▶ _Task to complete_:
Go to the line holding "M1121,1151L1124,1176L1095,1181L1091,1156Z" in the entries below and write out exactly every line down to and including the line holding "M906,1389L914,1410L894,1418L886,1396Z".

▶ _Provided records_:
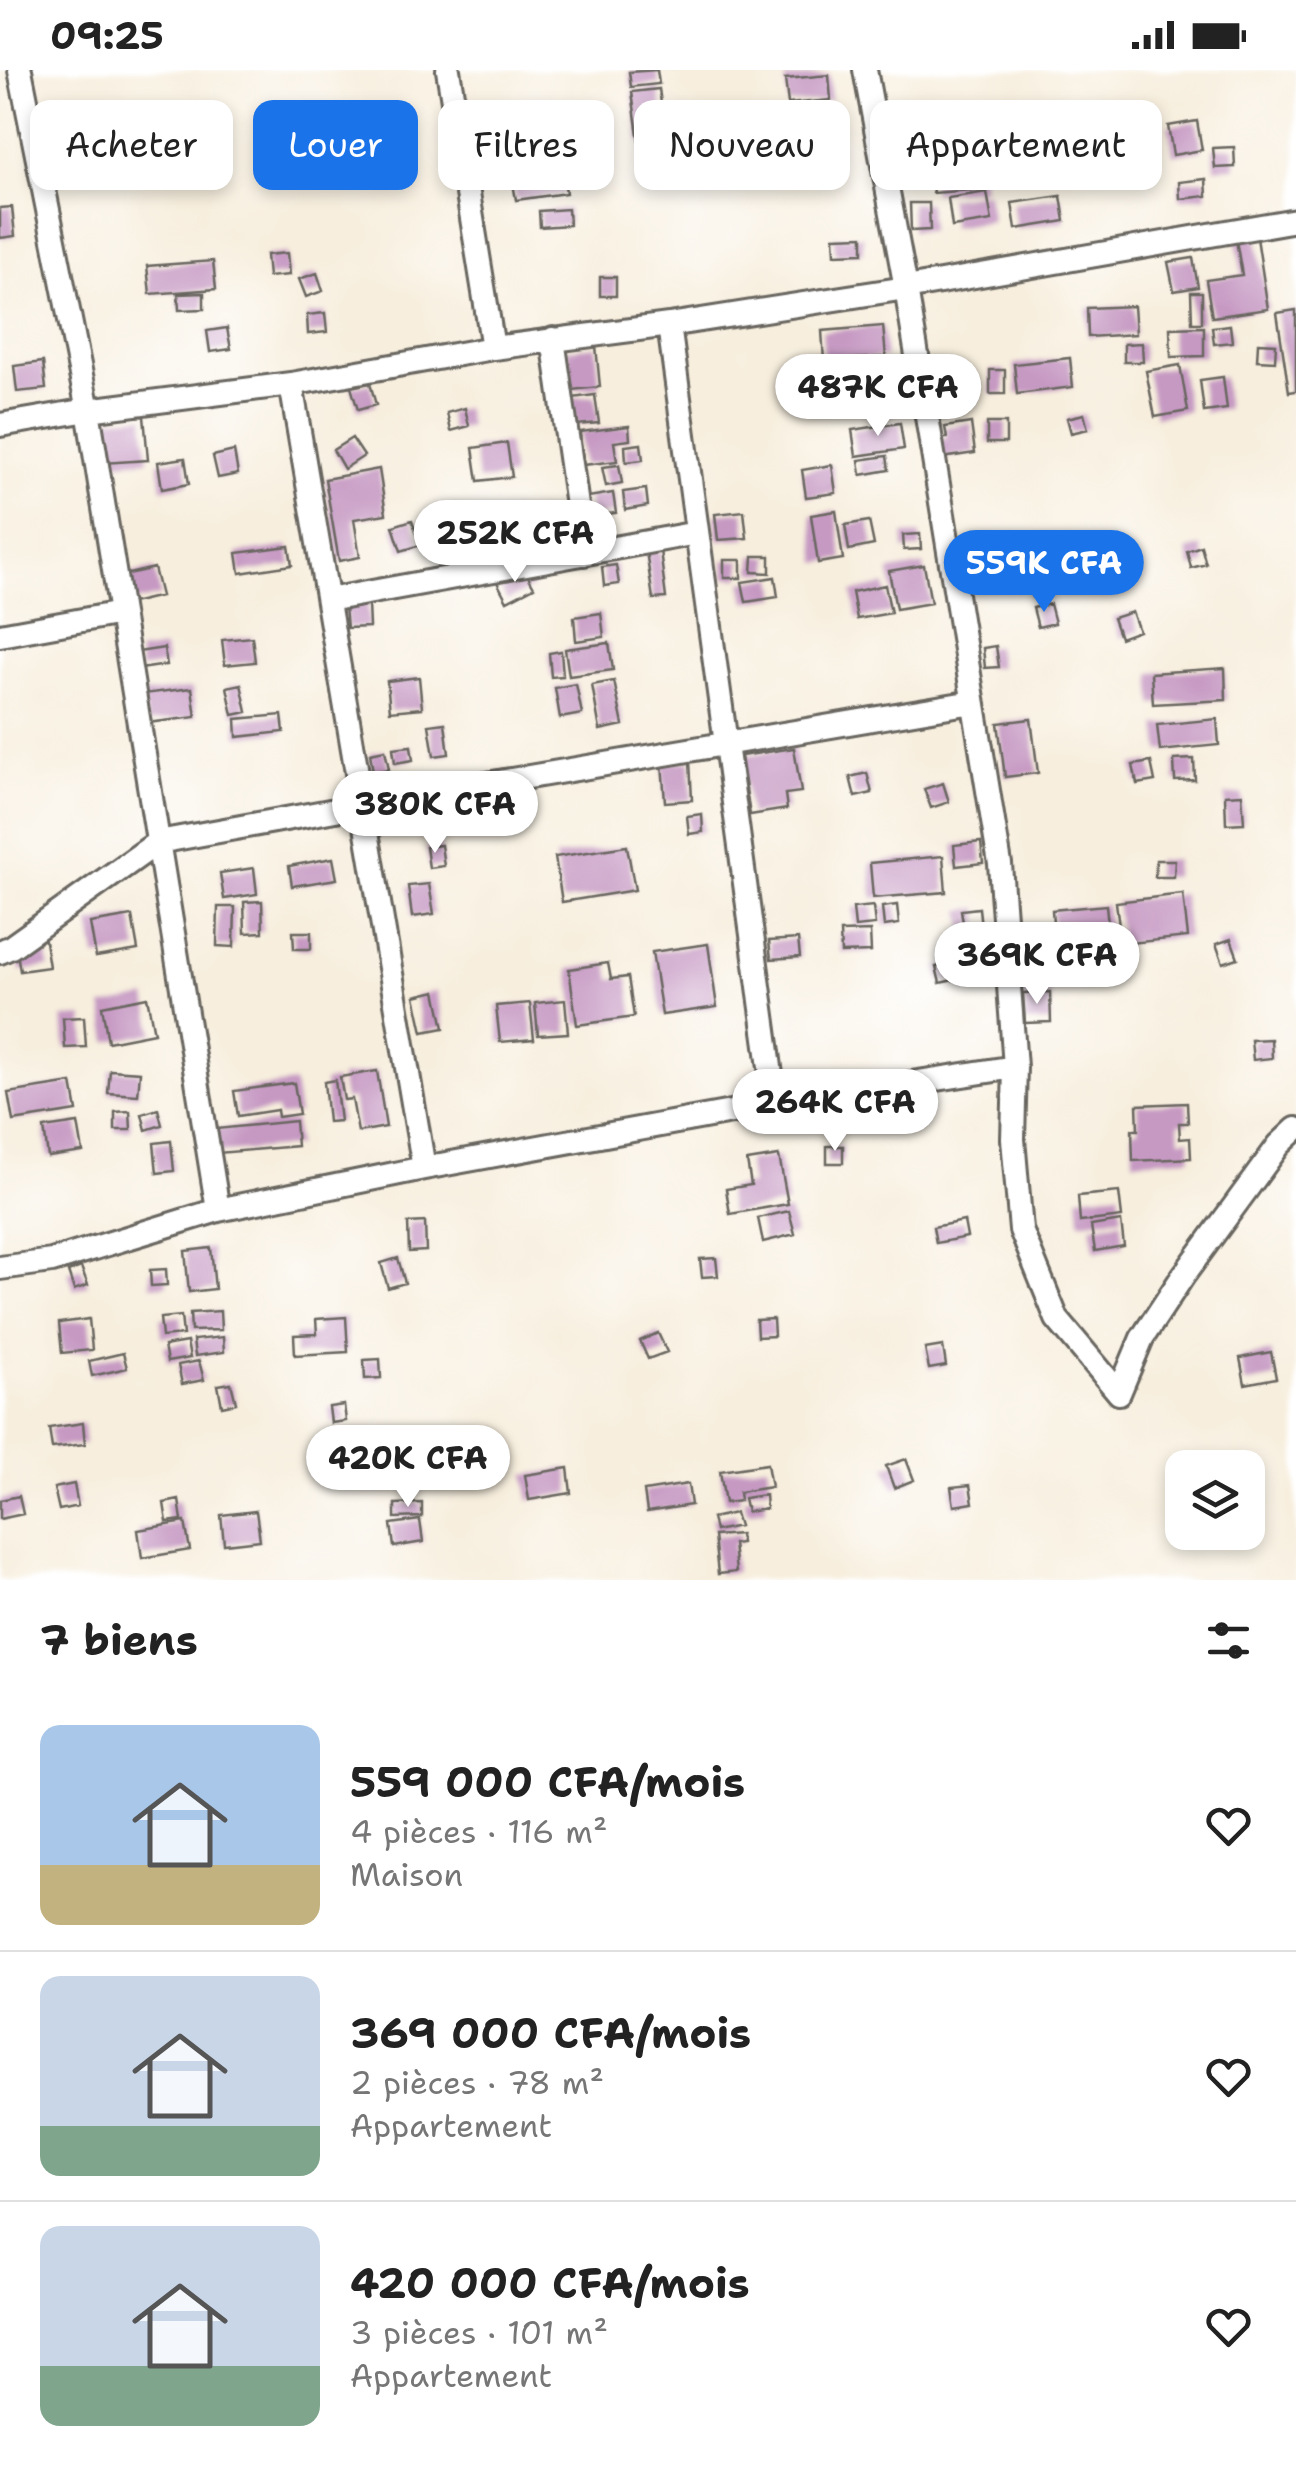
<!DOCTYPE html>
<html lang="fr">
<head>
<meta charset="utf-8">
<style>
  body { margin:0; font-family:"Shantell Sans",sans-serif; background:#f2f2f2; color:#222; height:100vh; display:flex; flex-direction:column; font-size:38px; white-space:nowrap }
  * { box-sizing:border-box; margin:0 }
  p { font-size:32px; color:#767676 }
  .icon { flex:none; width:55px; height:55px; fill:none; stroke:currentColor; stroke-width:2; stroke-linecap:round; stroke-linejoin:round }
  .map { position:relative; height:1510px; overflow:hidden }
  .details { display:flex; flex-direction:column; background:#fff; flex:1 }
  .details>* { flex:none }
  .hud { position:absolute; left:30px; top:30px; width:1238px; height:90px; display:flex; gap:20px }
  .fabs { position:absolute; left:1165px; top:1380px; display:grid; gap:20px }
  .fabs a { display:grid; place-items:center; width:100px; height:100px; border-radius:20px; background:#fff; box-shadow:0 5px 15px #0003; font-size:50px }
  .price { position:absolute; translate:-50% -85px; padding:0 22px; border-radius:35px; background:#fff; color:#222; font-size:32px; line-height:65px; filter:drop-shadow(0 2px 5px #0008) }
  .price::after { content:''; position:absolute; left:50%; top:60px; width:30px; height:22px; margin-left:-15px; background:inherit; clip-path:polygon(0 0,100% 0,50% 100%) }
  .price.active { background:#1a73e8; color:#fff }
  ul { padding:0; list-style:none }
  li { display:flex; align-items:center; gap:30px; height:250px; padding:0 40px }
  li+li { border-top:2px solid #e0e0e0 }
  li span { display:grid; place-items:center; flex:none; width:280px; height:200px; border-radius:20px; color:#555 }
  li>.icon { margin-inline-start:auto }
  span .icon { width:120px; height:120px; fill:#fffc; stroke-width:1 }
  li b { font-size:42px }
  h2 { display:flex; justify-content:space-between; align-items:center; height:120px; padding:0 40px; font-size:42px }
  .tag { padding:0 35px; border-radius:20px; background:#fff; box-shadow:0 5px 15px #0003; font-size:35px; line-height:90px }
  .tag.active { background:#1a73e8; color:#fff }
  .status { display:flex; justify-content:space-between; align-items:center; height:70px; padding:0 50px; background:#fff; direction:ltr }
  .status svg { height:28px; fill:currentColor }
  .map>svg:first-child { display:block }
</style>
</head>
<body>
<div class="status"><b>09:25</b><svg viewBox="0 0 49 12"><path d="M0 12V9h3v3zM5 12V6h3v6zM10 12V3h3v9zM15 12V0h3v12zM26 1h20v11H26zM47 4h2v5h-2z"/></svg></div>
<div class="map">
<svg width="1296" height="1510" viewBox="0 0 1296 1510">
  <rect width="100%" height="100%" fill="#fff"/>
  <filter id="ink" filterUnits="userSpaceOnUse"><feTurbulence type="fractalNoise" baseFrequency=".01" numOctaves="2"/><feDisplacementMap in="SourceGraphic" scale="20" xChannelSelector="R" yChannelSelector="G"/><feConvolveMatrix kernelMatrix="1 2 1 2 8 2 1 2 1" color-interpolation-filters="sRGB"/></filter>
  <filter id="wash" filterUnits="userSpaceOnUse"><feTurbulence type="fractalNoise" baseFrequency=".0048" numOctaves="4" result="noise"/><feDisplacementMap in="SourceGraphic" scale="40" xChannelSelector="R" yChannelSelector="G"/><feGaussianBlur stdDeviation="2.25" result="paint"/><feColorMatrix in="noise" values="0 0 0 0 0 0 0 0 0 0 0 0 0 0 0 0 0 1.4 0 .05"/><feComposite in="paint" operator="in"/></filter>
  <g filter="url(#wash)">
    <rect width="100%" height="100%" fill="#f7eedd"/>
    <g id="blocks">
      <path fill="#c699c3" d="M657,0L659,14L631,17L629,2Z
        M829,5L831,30L788,34L785,9Z
        M659,19L662,40L649,41L652,70L639,72L632,22Z
        M566,46L567,81L518,82L517,47Z
        M915,49H936V71L915,70Z
        M1197,51L1202,80L1173,85L1168,56Z
        M353,55L358,74L326,83L320,64Z
        M983,68V85L953,87L951,70Z
        M1234,77L1235,97L1215,98L1213,78Z
        M981,92L984,119L933,123L931,97Z
        M562,95L566,123L516,130L511,102Z
        M1206,109L1207,126L1180,129L1179,112Z
        M987,122L992,151L952,157L948,128Z
        M1061,126L1065,151L1016,159L1012,133Z
        M910,133H929L930,160L911,161Z
        M12,137L15,166L0,168V138Z
        M568,139L569,155L540,157L539,141Z
        M1256,161L1268,239L1212,247L1206,210L1242,205L1235,164Z
        M863,166V183L835,184L834,167Z
        M287,183L289,205L268,207L266,185Z
        M1193,188L1198,217L1174,221L1168,192Z
        M213,191L216,219L150,224L147,196Z
        M317,203L323,221L306,227L299,209Z
        M600,207H616V226H600Z
        M1191,222H1202V253H1192Z
        M204,223V239L179,240L178,224Z
        M1134,236L1136,264L1088,267L1087,238Z
        M1296,240V321L1289,322L1277,243Z
        M325,243L327,262L308,264L307,245Z
        M1230,255L1232,272L1214,274L1212,257Z
        M883,256L886,287L824,291L822,261Z
        M1204,257V286L1171,287L1170,258Z
        M227,258L231,279L210,282L207,261Z
        M1142,273L1143,292H1124V274Z
        M1258,273L1276,274L1275,291L1257,290Z
        M596,276L600,317L572,320L567,279Z
        M1070,288L1073,317L1017,324L1014,294Z
        M43,292L46,319L17,322L14,296Z
        M1180,295L1188,341L1155,347L1146,301Z
        M990,300H1005V324H990Z
        M1223,307L1227,339L1204,342L1200,310Z
        M370,313L376,335L358,340L351,317Z
        M595,325L599,353L576,355L572,328Z
        M465,338L469,356L451,361L447,343Z
        M1084,344L1088,359L1071,363L1067,348Z
        M144,346L148,390L103,393L100,349Z
        M900,353L904,379L856,386L852,360Z
        M971,353L975,383L942,388L939,369L947,368L945,357Z
        M987,353H1006V373H987Z
        M629,356L630,370L614,372L617,391L583,395L580,362Z
        M352,368L364,386L344,399L333,380Z
        M507,373L512,407L478,411L473,378Z
        M641,374L643,390L626,392L625,376Z
        M234,381L238,404L218,408L213,386Z
        M887,386L889,400L861,405L859,390Z
        M185,388L189,414L162,419L158,392Z
        M619,395L622,413L606,416L602,397Z
        M832,395L836,423L806,427L802,400Z
        M379,399L386,444L354,449L360,487L339,491L325,409Z
        M646,419L648,436L625,440L623,422Z
        M613,423L616,443L591,446L588,427Z
        M517,439L521,457L507,461L503,443Z
        M744,441L747,468L718,470L715,444Z
        M836,441L843,489L818,493L811,445Z
        M412,450L421,475L401,481L393,456Z
        M449,451L454,473L435,477L430,455Z
        M869,451L874,475L849,480L845,455Z
        M920,464L921,479L904,480L903,465Z
        M289,476L292,495L240,503L237,483Z
        M1201,476L1206,494L1191,498L1187,481Z
        M660,480L666,528L653,529L646,481Z
        M753,486H770V503L752,502Z
        M1122,489L1124,507L1094,511L1091,493Z
        M724,490H741V508H724Z
        M616,495L619,514L604,516L602,497Z
        M924,495L931,533L896,539L889,501Z
        M154,498L161,526L127,534L120,506Z
        M524,499L534,517L507,531L497,512Z
        M1044,501L1050,521L1032,527L1025,507Z
        M775,507L778,527L746,532L742,512Z
        M885,515L891,543L857,549L852,522Z
        M368,534L369,557L347,558L345,536Z
        M1050,534L1055,553L1038,557L1033,538Z
        M1132,542L1139,561L1120,568L1113,548Z
        M601,543L604,567L576,571L574,547Z
        M252,567L255,592L225,595L222,570Z
        M609,573L613,600L569,606L565,579Z
        M996,576L999,597L985,598L983,578Z
        M164,578L167,595L140,599L138,582Z
        M561,581L563,606L551,607L549,583Z
        M1225,598L1226,630L1153,634L1151,603Z
        M419,607L422,638L390,641L387,611Z
        M614,611L623,655L600,660L592,615Z
        M241,614L247,642L233,645L227,617Z
        M576,614L582,644L560,648L555,618Z
        M192,618L196,647L147,653L143,624Z
        M282,645L284,662L237,667L236,649Z
        M1031,649L1038,703L1005,707L998,653Z
        M1217,649L1219,675L1160,681L1157,655Z
        M445,653L449,684L434,686L429,655Z
        M411,676L413,690L395,693L393,678Z
        M794,678L801,722L785,724L787,739L750,745L741,686Z
        M385,680L389,699L373,702L370,683Z
        M1194,689L1195,710L1175,711L1174,690Z
        M690,691L692,730L665,732L662,693Z
        M1151,692L1155,711L1137,714L1133,695Z
        M867,703L872,723L855,727L850,707Z
        M943,713L949,732L931,738L924,719Z
        M1242,724L1244,753L1226,754L1225,725Z
        M702,744L703,762L689,764L687,746Z
        M981,772L983,793L956,796L954,775Z
        M441,775L444,796L429,798L426,777Z
        M627,776L635,820L562,832L555,787Z
        M943,786L946,822L873,828L870,793Z
        M333,788L337,809L292,816L289,796Z
        M1156,790H1175L1174,807H1155Z
        M254,798L257,824L224,829L220,803Z
        M429,814L434,844L412,847L408,816Z
        M1183,824L1188,867L1121,874L1116,832Z
        M262,831L263,862L245,863L244,832Z
        M897,835L899,854L884,856L882,837Z
        M1106,835L1111,884L1056,889L1052,840Z
        M873,836L875,855L855,857L853,838Z
        M218,837H235L234,877L217,876Z
        M979,838L981,857L964,859L961,840Z
        M132,846L138,880L96,887L90,853Z
        M870,861L871,882L841,883L840,862Z
        M293,862H311V879H294Z
        M44,865L49,897L20,901L15,870Z
        M798,869L800,887L771,889L769,871Z
        M1231,869L1238,888L1223,893L1216,874Z
        M708,874L717,937L662,945L652,882Z
        M608,893L611,909L628,907L634,947L577,955L569,899Z
        M955,893L958,909L940,913L936,897Z
        M436,921L444,958L423,962L415,926Z
        M1050,922L1051,952L1025,953L1023,923Z
        M147,927L154,963L108,972L102,936Z
        M565,930L568,963L538,965L535,933Z
        M530,933L534,969L500,972L496,936Z
        M84,947L86,977L65,978L63,948Z
        M1271,969L1272,988L1253,990L1251,970Z
        M110,1000L140,1002L138,1025L108,1023Z
        M377,1001L386,1057L358,1062L352,1029L344,1030L340,1007Z
        M335,1010L340,1051L328,1052L324,1012Z
        M72,1013L77,1041L13,1051L8,1023Z
        M294,1013L299,1044L278,1047L277,1040L238,1046L234,1021Z
        M1187,1033L1188,1053H1179L1180,1069L1190,1068L1191,1088L1133,1091L1132,1060H1138L1137,1035Z
        M158,1039L162,1055L146,1060L142,1044Z
        M130,1041L131,1060H115V1042Z
        M295,1051L297,1076L218,1083L216,1059Z
        M78,1053L83,1082L48,1087L44,1058Z
        M171,1071L174,1101L157,1103L154,1073Z
        M827,1076H843V1093H827Z
        M779,1086L788,1134L730,1144L726,1119L751,1115L747,1091Z
        M1119,1122L1122,1147L1080,1152L1078,1126Z
        M789,1141L795,1164L763,1172L758,1148Z
        M964,1151L967,1167L936,1173L933,1157Z
        M1121,1151L1124,1176L1095,1181L1091,1156Z
        M425,1152L426,1181L409,1182L408,1153Z
        M211,1178L215,1219L189,1222L185,1181Z
        M398,1188L405,1213L388,1218L381,1193Z
        M716,1188L718,1206L702,1207L700,1189Z
        M81,1197L88,1215L74,1220L68,1202Z
        M166,1199L167,1215L151,1216L150,1200Z
        M220,1241L221,1260L191,1261L190,1243Z
        M181,1246L183,1265L162,1267L160,1248Z
        M346,1247L348,1282L295,1285L294,1265L317,1264L316,1249Z
        M89,1249L92,1280L62,1283L59,1253Z
        M773,1249L774,1266L757,1267L756,1250Z
        M658,1263L667,1282L648,1289L640,1271Z
        M223,1267L224,1282L195,1286L193,1270Z
        M187,1272L190,1288L167,1292L164,1276Z
        M943,1276L946,1296L929,1299L925,1279Z
        M1271,1282L1276,1308L1245,1314L1240,1288Z
        M123,1283L127,1298L92,1306L89,1291Z
        M380,1289L381,1308L365,1309L364,1290Z
        M199,1291L204,1310L182,1314L178,1295Z
        M231,1313L236,1333L222,1336L218,1315Z
        M344,1335L346,1351L331,1353L329,1337Z
        M83,1353L85,1374L52,1378L49,1358Z
        M444,1373L446,1399L398,1401L396,1375Z
        M906,1389L914,1410L894,1418L886,1396Z
        M767,1394L771,1417L739,1422L740,1431L725,1433L720,1401Z
        M568,1398L571,1423L529,1430L525,1405Z
        M74,1414L78,1436L59,1440L54,1418Z
        M688,1414L691,1435L647,1442L644,1421Z
        M970,1415L973,1433L954,1436L951,1417Z
        M765,1425L766,1439L747,1442L744,1428Z
        M19,1426L23,1444L0,1449V1430Z
        M179,1430L182,1450L167,1452L164,1433Z
        M422,1433V1447L395,1448V1434Z
        M256,1441L260,1470L224,1474L221,1445Z
        M735,1443L739,1456L715,1461L712,1448Z
        M420,1450L423,1472L394,1477L391,1454Z
        M185,1452L190,1480L142,1488L138,1460Z
        M740,1464L741,1473L733,1474L736,1502L718,1504L714,1466Z"/>
    </g>
  </g>
  <g filter="url(#ink)">
    <use href="#blocks" fill-opacity="0" stroke="#696660" stroke-width="2.5"/>
    <g fill="none" stroke-linecap="round" stroke-linejoin="round">
      <g stroke="#696660" stroke-width="28">
        <path id="street" d="M20,0L88,340L218,1140
          M448,0L493,278
          M865,0L906,218L1000,794L1015,997L1013,1069L1021,1160L1057,1249L1119,1323L1142,1268L1183,1206L1279,1075L1296,1059
          M669,255L775,1034
          M553,269L584,484
          M291,314L424,1098
          M0,355L88,340L291,314L493,278L669,255L906,218L1296,150
          M328,530L697,463
          M0,565L121,543
          M0,882L11,877L158,772L363,735L973,632
          M0,1198L52,1191L218,1140L424,1098L775,1034L1015,997"/>
      </g>
      <use href="#street" stroke="#fff" stroke-width="22"/>
    </g>
  </g>
</svg>
<div class="fabs">
<a><svg class="icon" aria-label="layers" viewBox="0 0 24 24"><path d="M12 4l9 5-9 5-9-5zM3 14l9 5 9-5"/></svg></a>
</div>
<b class="price" style="left:878px;top:369px">487K CFA</b>
<b class="price" style="left:515px;top:515px">252K CFA</b>
<b class="price active" style="left:1044px;top:545px">559K CFA</b>
<b class="price" style="left:435px;top:786px">380K CFA</b>
<b class="price" style="left:1037px;top:937px">369K CFA</b>
<b class="price" style="left:835px;top:1084px">264K CFA</b>
<b class="price" style="left:408px;top:1440px">420K CFA</b>
<div class="hud">
<a class="tag">Acheter</a>
<a class="tag active">Louer</a>
<a class="tag">Filtres</a>
<a class="tag">Nouveau</a>
<a class="tag">Appartement</a>
</div>
</div>
<section class="details">
<h2>7 biens<svg class="icon" aria-label="filters" viewBox="0 0 24 24"><path d="M4 7h16M4 17h16"/><circle cx="9" cy="7" r="2"/><circle cx="15" cy="17" r="2"/></svg></h2>
<ul>
<li><span style="background:linear-gradient(#a9c7e8 70%,#c2b280 0)"><svg class="icon" aria-label="home" viewBox="0 0 24 24"><path d="M3 11l9-7 9 7M6 9v11h12V9"/></svg></span><div><b>559 000 CFA/mois</b><p>4 pièces · 116 m²</p><p>Maison</p></div><svg class="icon" aria-label="heart" viewBox="0 0 24 24"><path d="M12 20l-8-8c-3-5 5-10 8-4 3-6 11-1 8 4z"/></svg></li>
<li><span style="background:linear-gradient(#c9d6e8 75%,#7fa58c 0)"><svg class="icon" aria-label="home" viewBox="0 0 24 24"><path d="M3 11l9-7 9 7M6 9v11h12V9"/></svg></span><div><b>369 000 CFA/mois</b><p>2 pièces · 78 m²</p><p>Appartement</p></div><svg class="icon" aria-label="heart" viewBox="0 0 24 24"><path d="M12 20l-8-8c-3-5 5-10 8-4 3-6 11-1 8 4z"/></svg></li>
<li><span style="background:linear-gradient(#c9d6e8 70%,#7fa58c 0)"><svg class="icon" aria-label="home" viewBox="0 0 24 24"><path d="M3 11l9-7 9 7M6 9v11h12V9"/></svg></span><div><b>420 000 CFA/mois</b><p>3 pièces · 101 m²</p><p>Appartement</p></div><svg class="icon" aria-label="heart" viewBox="0 0 24 24"><path d="M12 20l-8-8c-3-5 5-10 8-4 3-6 11-1 8 4z"/></svg></li>
</ul>
</section>
</body>
</html>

▶ _Finished task_:
        M1121,1151L1124,1176L1095,1181L1091,1156Z
        M425,1152L426,1181L409,1182L408,1153Z
        M211,1178L215,1219L189,1222L185,1181Z
        M398,1188L405,1213L388,1218L381,1193Z
        M716,1188L718,1206L702,1207L700,1189Z
        M81,1197L88,1215L74,1220L68,1202Z
        M166,1199L167,1215L151,1216L150,1200Z
        M220,1241L221,1260L191,1261L190,1243Z
        M181,1246L183,1265L162,1267L160,1248Z
        M346,1247L348,1282L295,1285L294,1265L317,1264L316,1249Z
        M89,1249L92,1280L62,1283L59,1253Z
        M773,1249L774,1266L757,1267L756,1250Z
        M658,1263L667,1282L648,1289L640,1271Z
        M223,1267L224,1282L195,1286L193,1270Z
        M187,1272L190,1288L167,1292L164,1276Z
        M943,1276L946,1296L929,1299L925,1279Z
        M1271,1282L1276,1308L1245,1314L1240,1288Z
        M123,1283L127,1298L92,1306L89,1291Z
        M380,1289L381,1308L365,1309L364,1290Z
        M199,1291L204,1310L182,1314L178,1295Z
        M231,1313L236,1333L222,1336L218,1315Z
        M344,1335L346,1351L331,1353L329,1337Z
        M83,1353L85,1374L52,1378L49,1358Z
        M444,1373L446,1399L398,1401L396,1375Z
        M906,1389L914,1410L894,1418L886,1396Z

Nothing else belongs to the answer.